Activity » Reproduce only the lines of the material below that start at the line containing "display:grid; place-content:center; width:91px;" and stop at the line containing "display:flex; align-items:center; gap:21px". Keep both end lines.
···
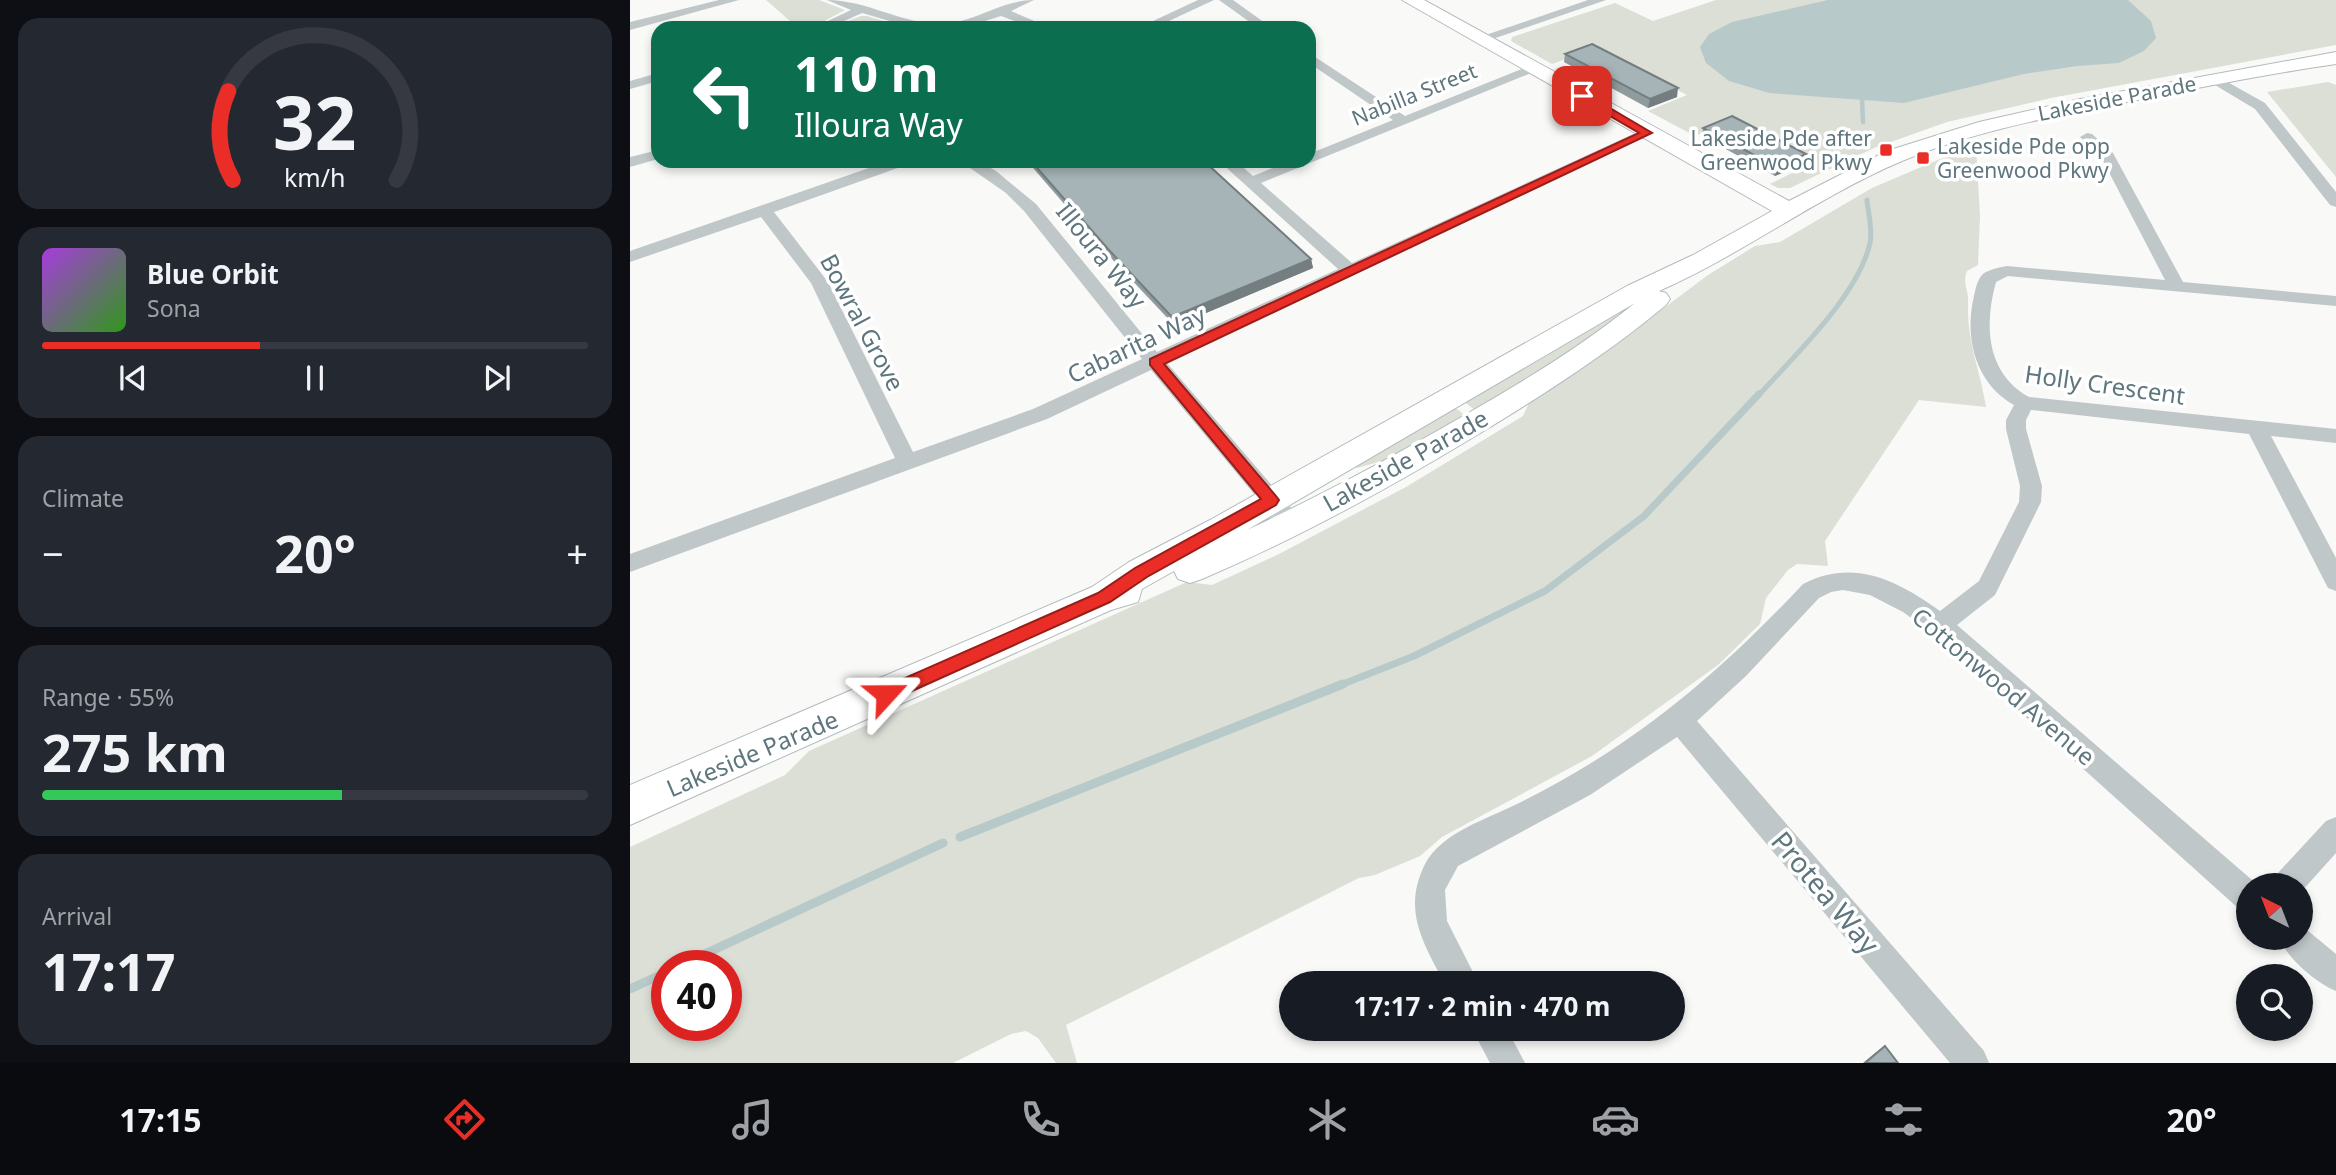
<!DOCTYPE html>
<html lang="en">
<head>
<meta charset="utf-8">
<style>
	:root { --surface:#171b24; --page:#242831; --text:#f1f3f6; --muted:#9ea1a6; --line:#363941; --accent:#ea2e27 }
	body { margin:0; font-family:"Noto Sans",sans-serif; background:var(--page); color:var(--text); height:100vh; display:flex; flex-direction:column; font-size:26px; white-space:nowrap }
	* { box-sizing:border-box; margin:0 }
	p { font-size:23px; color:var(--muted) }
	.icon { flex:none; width:38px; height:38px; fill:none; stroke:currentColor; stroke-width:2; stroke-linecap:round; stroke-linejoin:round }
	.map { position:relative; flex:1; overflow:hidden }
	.panel { display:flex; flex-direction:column; gap:18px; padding:18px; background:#0d0f14; width:630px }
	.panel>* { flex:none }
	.guide { position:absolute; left:21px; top:21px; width:665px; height:147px; border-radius:21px; box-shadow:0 4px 10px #0003; background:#0b6e4f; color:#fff; overflow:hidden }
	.needle { width:46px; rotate:318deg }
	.controls { position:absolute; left:1606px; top:873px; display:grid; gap:14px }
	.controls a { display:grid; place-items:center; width:77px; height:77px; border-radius:50%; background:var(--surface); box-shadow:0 4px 10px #0003; font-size:35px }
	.speed { position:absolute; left:21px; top:950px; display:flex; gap:14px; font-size:35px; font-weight:700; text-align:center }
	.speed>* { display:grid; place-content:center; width:91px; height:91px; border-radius:50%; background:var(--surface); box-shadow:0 4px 10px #0003; line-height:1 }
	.speed .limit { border:10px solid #d22; background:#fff; color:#111 }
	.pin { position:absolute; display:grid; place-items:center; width:60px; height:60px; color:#fff; margin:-30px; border-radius:14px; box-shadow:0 4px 10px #0006 }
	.me { position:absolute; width:77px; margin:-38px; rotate:66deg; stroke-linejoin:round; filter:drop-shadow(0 0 5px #0008) }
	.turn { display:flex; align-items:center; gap:24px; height:147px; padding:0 28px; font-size:32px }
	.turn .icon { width:91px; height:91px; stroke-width:2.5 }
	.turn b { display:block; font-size:49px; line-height:60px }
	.big { font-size:52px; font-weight:700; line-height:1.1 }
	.panel .card { flex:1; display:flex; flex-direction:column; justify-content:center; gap:10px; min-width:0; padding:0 24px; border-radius:21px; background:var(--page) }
	.panel .dial { align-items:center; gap:0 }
	.dial svg { height:182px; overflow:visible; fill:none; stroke:var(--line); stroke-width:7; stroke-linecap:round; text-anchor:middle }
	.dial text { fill:var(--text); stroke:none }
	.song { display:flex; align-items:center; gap:21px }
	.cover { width:84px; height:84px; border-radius:10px; background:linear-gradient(135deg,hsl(280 70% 55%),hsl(110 70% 35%)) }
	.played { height:7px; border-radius:4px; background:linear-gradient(90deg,var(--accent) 40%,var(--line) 40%) }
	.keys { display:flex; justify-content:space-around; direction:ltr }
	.heat { display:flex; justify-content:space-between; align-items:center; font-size:38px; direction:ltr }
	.charge { height:10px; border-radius:5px; background:linear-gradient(90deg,#34c759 55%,var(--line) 0) }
	.trip { position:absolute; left:649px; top:971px; width:406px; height:70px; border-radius:35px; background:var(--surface); box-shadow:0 4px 10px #0003; font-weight:700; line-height:70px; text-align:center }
	.tabs { display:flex; height:112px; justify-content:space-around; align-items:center; background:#090b0e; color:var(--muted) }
	.tabs .icon { width:49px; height:49px }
	.tabs .current { color:var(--accent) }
	.tabs b { font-size:32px; color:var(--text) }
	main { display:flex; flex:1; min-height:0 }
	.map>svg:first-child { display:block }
	.green { fill:#dbdfd6; fill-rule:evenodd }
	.water { fill:#b8c9ca }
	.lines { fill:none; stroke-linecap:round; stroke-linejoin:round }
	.stream-far3 { stroke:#b8c9ca; stroke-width:4.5 }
	.stream-far2 { stroke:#b8c9ca; stroke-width:5 }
	.stream-far1 { stroke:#b8c9ca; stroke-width:7 }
	.stream { stroke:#b8c9ca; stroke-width:9 }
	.secondary-casing { stroke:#b2bbbe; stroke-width:2 }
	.street { fill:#c0c7c9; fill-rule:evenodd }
	.secondary { fill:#fff; fill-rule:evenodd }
	.wall { fill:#8f9b9d }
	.shaded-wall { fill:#747e80 }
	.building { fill:#a6b4b7; stroke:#747e80; stroke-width:2 }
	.route { fill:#ea2e27; stroke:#981e19; stroke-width:2 }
	.poi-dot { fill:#ea2e27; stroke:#fff; stroke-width:2.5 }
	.labels { text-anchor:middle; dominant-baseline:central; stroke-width:7; stroke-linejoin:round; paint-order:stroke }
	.far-street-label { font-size:21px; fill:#5e767d; stroke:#fff }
	.far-poi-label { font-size:21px; fill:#5e767d; stroke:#fff; text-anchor:end }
	.street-label { font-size:24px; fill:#5e767d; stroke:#fff }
	.near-street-label { font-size:28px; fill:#5e767d; stroke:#fff }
</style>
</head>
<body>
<main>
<section class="panel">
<div class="card dial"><svg viewBox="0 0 100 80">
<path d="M14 69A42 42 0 1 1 86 69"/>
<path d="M14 69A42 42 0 0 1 12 30" stroke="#ea2e27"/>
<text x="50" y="56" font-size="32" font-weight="700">32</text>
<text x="50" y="72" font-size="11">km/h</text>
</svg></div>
<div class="card">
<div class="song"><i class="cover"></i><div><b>Blue Orbit</b><p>Sona</p></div></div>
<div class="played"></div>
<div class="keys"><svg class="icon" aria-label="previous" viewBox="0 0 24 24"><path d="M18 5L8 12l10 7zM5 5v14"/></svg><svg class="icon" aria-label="pause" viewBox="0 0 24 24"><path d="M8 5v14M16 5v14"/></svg><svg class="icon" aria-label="next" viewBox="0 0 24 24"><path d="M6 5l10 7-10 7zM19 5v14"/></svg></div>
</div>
<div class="card"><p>Climate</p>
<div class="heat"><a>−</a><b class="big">20°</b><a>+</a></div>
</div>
<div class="card"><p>Range · 55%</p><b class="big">275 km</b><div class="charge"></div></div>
<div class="card"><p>Arrival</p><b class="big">17:17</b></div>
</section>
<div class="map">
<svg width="1706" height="1063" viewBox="0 0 1706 1063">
	<rect width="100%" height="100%" fill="#f9f9f7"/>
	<!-- green -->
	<path class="green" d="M136,0H189L215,10L181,28H168Z
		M1086,0H1706V45L1421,98L1317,122L1244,148L1160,188H1148L1140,184L1186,161L1105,120L1065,136L1018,111L1057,95L967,48L922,64L881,41L882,37L985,3L1023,21Z
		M231,16H237L276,28H201Z
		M1698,82L1706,85V177L1637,92Z
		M1343,145L1346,148L1350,216L1348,265L1337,271C1332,284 1339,290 1338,303C1337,344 1350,368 1356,407L1289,400L1195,541L1198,566L1167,564L1158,570L1136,598L1130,624L1088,665L962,756L812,837L790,856L745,875L729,878L436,1025L447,1063H426L408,1038L396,1031L381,1034L323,1063H0V847L155,775L179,751L557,582L582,585L649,554L776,487L893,416L900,401L978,350L1078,275L1125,246L1150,242L1242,188ZM37,966H96V1026H37Z
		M1004,301L1009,304L964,339L846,411L832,400Z
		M822,405L837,417L763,458L727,468L722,463Z"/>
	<!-- water -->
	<path class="water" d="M1198,0H1498L1521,21L1526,38L1514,51L1489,63L1447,66L1394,74L1274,103L1139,93L1099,81L1076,63L1070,47L1079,34L1102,22Z"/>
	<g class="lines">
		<!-- stream-far3 -->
		<path class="stream-far3" d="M1233,122L1232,99L1235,93"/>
		<!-- stream-far2 -->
		<path class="stream-far2" d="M1128,396C1164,356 1228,296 1240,243C1243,230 1238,213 1237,200"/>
		<!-- stream-far1 -->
		<path class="stream-far1" d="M708,686L784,656L915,591L1014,516L1129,394"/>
		<!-- stream -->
		<path class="stream" d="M330,837L713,684
			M49,966L313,843
			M0,989L37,972"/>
		<!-- secondary casing -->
		<g class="secondary-casing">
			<path id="secondary" d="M772,0H794L1159,201L1257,151L1349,122L1450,99L1706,52V64C1636,74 1567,88 1497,102C1421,117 1343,131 1272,161C1187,197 1113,254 1029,291L1036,293L1040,299L1036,305C977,354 913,395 847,435C758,489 668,538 572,579L560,583L548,579L544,571L512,589L508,602L481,610L0,825V785L462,587L499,562L580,520L997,286L1063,255L1142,211ZM1005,303C952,346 894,381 835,415C764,456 692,495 617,530Z"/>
		</g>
		<!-- street -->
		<path class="street" d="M89,0H109L0,30V22Z
			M197,0C236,0 270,23 309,24C343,24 371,0 404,0L381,11L421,28H404L371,16L333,28H284L232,13L199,28H183L221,10Z
			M568,0H584L524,28H508Z
			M589,0H603L642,28H628Z
			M958,0H976L854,42L850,43L844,39Z
			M679,53L775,116L899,66H909L911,69L631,183L722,263L1012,130L1017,129L1024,133L537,363L669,517L672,523L669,529L661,532L653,529L521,370L417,419L0,572V554L265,458L181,283L131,217L0,262V251L259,161H282L279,164L144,212L198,282L283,452L403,409L512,359L394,211L376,193L330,161H349L366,171L406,204L527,352L708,269L589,161H606L623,176L660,161H679V154L763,120L679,63Z
			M28,73V81L0,89V81Z
			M1585,75L1635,103L1706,192V207L1700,205L1625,109L1580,82L1578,79Z
			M1457,133L1462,134L1483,153L1553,282L1706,296V306L1378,276L1366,282C1354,325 1356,373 1399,397L1706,429V443L1641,436L1706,558V591L1698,588L1619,434L1401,410L1396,420V429L1412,486L1411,502L1365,595L1327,625L1629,886H1619V912L1608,908L1301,632L1273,612L1240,595L1213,590L1201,592L1189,598L1116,676L1067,721L1354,1051L1359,1063H1320L1047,737L960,795L828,866L815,890L817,921L849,984H815C793,943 772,910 795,864C811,833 857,819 887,804C1001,748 1087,676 1173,584C1223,558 1267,580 1310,611L1349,581L1389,502L1390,486L1376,429V420L1384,405C1345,383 1334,337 1344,296C1346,287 1348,276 1356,272C1362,269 1371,267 1377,266L1535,280L1470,155L1450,137Z
			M28,150V159L0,167V157Z
			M1706,817V853L1671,892V886H1642L1646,875L1696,821Z
			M1671,925L1706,954V991C1685,982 1658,959 1649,938H1671Z
			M842,1029H877L895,1063H860Z"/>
		<!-- secondary -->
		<use href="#secondary" class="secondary"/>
	</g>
	<!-- wall -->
	<path class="wall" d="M935,54L1047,97L1018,108L934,62Z
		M1073,128L1174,163L1145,176L1072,136Z
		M397,161H574L681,259L683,268L545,326L481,258Z
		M1255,1046L1268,1063H1233L1245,1053Z"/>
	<!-- shaded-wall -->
	<path class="shaded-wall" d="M1048,88L1047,97L1018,108L1020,99Z
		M1176,154L1174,163L1145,176L1147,167Z
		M681,259L683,268L545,326L542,317Z"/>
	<!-- building -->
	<path class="building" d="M962,44L1048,88L1020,99L935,54Z
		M1102,116L1176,154L1147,167L1073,128Z
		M401,161H574L681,259L542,317L478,249Z
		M1255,1046L1268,1063H1235Z"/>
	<!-- route -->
	<path class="route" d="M949,94H956L1022,133L534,364L646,496L649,500L646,505L517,577L480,602L262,700L256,702L250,700L247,694L250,689L468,593L505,568L631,499L520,365V359L1009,133L949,98Z"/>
	<!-- markers -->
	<g class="poi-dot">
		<rect x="1249" y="143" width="14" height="14" rx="3.5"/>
		<rect x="1286" y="151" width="14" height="14" rx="3.5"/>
	</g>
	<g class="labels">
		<!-- far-street labels -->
		<g class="far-street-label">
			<text transform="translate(784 94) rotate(-22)">Nabilla Street</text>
			<text transform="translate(1487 98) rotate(-11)">Lakeside Parade</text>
		</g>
		<!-- far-poi labels -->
		<g class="far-poi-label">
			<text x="1242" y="138">Lakeside Pde after<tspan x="1242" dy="24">Greenwood Pkwy</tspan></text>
			<text x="1307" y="146" text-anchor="start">Lakeside Pde opp<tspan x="1307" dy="24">Greenwood Pkwy</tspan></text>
		</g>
		<!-- street labels -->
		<g class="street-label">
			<text transform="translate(472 255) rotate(51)">Illoura Way</text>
			<text transform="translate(233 322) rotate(62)">Bowral Grove</text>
			<text transform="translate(506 344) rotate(-25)">Cabarita Way</text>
			<text transform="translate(1475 384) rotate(8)">Holly Crescent</text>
			<text transform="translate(775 460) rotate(-29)">Lakeside Parade</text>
			<text transform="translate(1374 686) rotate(40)">Cottonwood Avenue</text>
			<text transform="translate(122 753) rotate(-23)">Lakeside Parade</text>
		</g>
		<!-- near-street labels -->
		<g class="near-street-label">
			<text transform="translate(1196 892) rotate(50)">Protea Way</text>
		</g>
	</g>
</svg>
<div class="controls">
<a><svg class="needle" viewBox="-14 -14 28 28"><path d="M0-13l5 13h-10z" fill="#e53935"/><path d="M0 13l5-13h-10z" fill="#9ea1a6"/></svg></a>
<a><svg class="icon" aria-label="search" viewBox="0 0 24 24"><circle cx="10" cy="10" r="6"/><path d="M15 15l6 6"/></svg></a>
</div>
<div class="speed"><div class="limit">40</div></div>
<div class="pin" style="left:952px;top:96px;background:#d93025"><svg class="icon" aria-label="arrive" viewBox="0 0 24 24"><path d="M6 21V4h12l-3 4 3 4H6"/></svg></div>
<svg class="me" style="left:256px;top:694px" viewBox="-20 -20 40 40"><path d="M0-17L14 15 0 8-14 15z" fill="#ea2e27" stroke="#fff" stroke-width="4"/></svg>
<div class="trip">17:17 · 2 min · 470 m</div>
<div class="guide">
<div class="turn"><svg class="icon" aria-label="left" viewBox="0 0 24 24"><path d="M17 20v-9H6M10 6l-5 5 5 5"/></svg><div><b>110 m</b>Illoura Way</div></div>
</div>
</div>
</main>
<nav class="tabs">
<b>17:15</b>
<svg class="icon current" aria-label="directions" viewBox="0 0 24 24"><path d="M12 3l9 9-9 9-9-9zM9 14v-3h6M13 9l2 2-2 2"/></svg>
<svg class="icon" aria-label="music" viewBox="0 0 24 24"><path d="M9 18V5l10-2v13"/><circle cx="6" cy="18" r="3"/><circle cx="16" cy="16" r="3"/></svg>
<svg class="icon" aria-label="phone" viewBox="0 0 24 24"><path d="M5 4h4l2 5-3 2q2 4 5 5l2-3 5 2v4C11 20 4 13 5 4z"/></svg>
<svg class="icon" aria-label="climate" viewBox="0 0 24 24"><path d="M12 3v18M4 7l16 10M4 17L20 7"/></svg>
<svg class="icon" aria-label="car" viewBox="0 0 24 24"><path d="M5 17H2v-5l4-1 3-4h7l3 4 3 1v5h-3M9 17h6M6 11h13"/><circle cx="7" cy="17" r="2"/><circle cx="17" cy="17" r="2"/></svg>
<svg class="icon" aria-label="filters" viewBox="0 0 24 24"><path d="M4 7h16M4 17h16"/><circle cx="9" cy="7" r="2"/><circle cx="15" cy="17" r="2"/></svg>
<b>20°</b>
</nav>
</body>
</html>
···
Answer box »
	.speed>* { display:grid; place-content:center; width:91px; height:91px; border-radius:50%; background:var(--surface); box-shadow:0 4px 10px #0003; line-height:1 }
	.speed .limit { border:10px solid #d22; background:#fff; color:#111 }
	.pin { position:absolute; display:grid; place-items:center; width:60px; height:60px; color:#fff; margin:-30px; border-radius:14px; box-shadow:0 4px 10px #0006 }
	.me { position:absolute; width:77px; margin:-38px; rotate:66deg; stroke-linejoin:round; filter:drop-shadow(0 0 5px #0008) }
	.turn { display:flex; align-items:center; gap:24px; height:147px; padding:0 28px; font-size:32px }
	.turn .icon { width:91px; height:91px; stroke-width:2.5 }
	.turn b { display:block; font-size:49px; line-height:60px }
	.big { font-size:52px; font-weight:700; line-height:1.1 }
	.panel .card { flex:1; display:flex; flex-direction:column; justify-content:center; gap:10px; min-width:0; padding:0 24px; border-radius:21px; background:var(--page) }
	.panel .dial { align-items:center; gap:0 }
	.dial svg { height:182px; overflow:visible; fill:none; stroke:var(--line); stroke-width:7; stroke-linecap:round; text-anchor:middle }
	.dial text { fill:var(--text); stroke:none }
	.song { display:flex; align-items:center; gap:21px }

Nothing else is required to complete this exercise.